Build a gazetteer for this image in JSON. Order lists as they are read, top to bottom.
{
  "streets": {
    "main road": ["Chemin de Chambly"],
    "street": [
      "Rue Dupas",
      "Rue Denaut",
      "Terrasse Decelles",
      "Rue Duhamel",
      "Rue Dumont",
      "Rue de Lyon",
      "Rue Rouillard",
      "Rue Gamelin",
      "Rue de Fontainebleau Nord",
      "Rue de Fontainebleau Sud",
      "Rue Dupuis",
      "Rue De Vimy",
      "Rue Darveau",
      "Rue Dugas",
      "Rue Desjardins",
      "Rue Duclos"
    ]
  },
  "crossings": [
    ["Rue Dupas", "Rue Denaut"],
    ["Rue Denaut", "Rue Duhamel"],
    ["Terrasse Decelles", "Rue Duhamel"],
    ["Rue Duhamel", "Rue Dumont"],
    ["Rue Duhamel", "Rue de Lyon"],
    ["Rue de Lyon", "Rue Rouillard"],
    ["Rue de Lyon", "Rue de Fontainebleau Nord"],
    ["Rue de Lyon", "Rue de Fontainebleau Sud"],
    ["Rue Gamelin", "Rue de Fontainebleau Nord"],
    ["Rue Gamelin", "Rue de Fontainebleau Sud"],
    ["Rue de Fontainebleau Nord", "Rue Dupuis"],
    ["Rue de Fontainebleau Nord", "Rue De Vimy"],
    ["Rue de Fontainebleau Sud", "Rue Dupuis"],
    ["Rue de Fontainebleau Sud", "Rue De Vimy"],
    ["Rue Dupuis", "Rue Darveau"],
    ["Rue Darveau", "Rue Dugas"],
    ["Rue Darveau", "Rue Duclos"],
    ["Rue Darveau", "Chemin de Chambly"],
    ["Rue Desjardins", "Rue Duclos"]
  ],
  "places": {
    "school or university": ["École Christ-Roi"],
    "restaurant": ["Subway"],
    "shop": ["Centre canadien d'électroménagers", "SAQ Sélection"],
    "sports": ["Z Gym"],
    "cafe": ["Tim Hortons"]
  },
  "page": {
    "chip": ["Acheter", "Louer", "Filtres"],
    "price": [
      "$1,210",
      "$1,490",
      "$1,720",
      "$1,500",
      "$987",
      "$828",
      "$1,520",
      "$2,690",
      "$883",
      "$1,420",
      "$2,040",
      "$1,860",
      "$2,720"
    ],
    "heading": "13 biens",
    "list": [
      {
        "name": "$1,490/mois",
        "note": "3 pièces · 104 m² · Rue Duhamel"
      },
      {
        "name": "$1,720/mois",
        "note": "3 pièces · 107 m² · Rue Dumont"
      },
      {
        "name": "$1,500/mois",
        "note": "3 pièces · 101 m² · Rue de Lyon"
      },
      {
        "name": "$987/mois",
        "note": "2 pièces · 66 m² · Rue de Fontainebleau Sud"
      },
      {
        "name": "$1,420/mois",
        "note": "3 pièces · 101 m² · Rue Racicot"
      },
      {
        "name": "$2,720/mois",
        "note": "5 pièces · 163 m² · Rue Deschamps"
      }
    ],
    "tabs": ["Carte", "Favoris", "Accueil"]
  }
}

WHAT TO DO: If a line above holds the string "Denaut", copy it out.

FINISHED EXERCISE:
      "Rue Denaut",
    ["Rue Dupas", "Rue Denaut"],
    ["Rue Denaut", "Rue Duhamel"],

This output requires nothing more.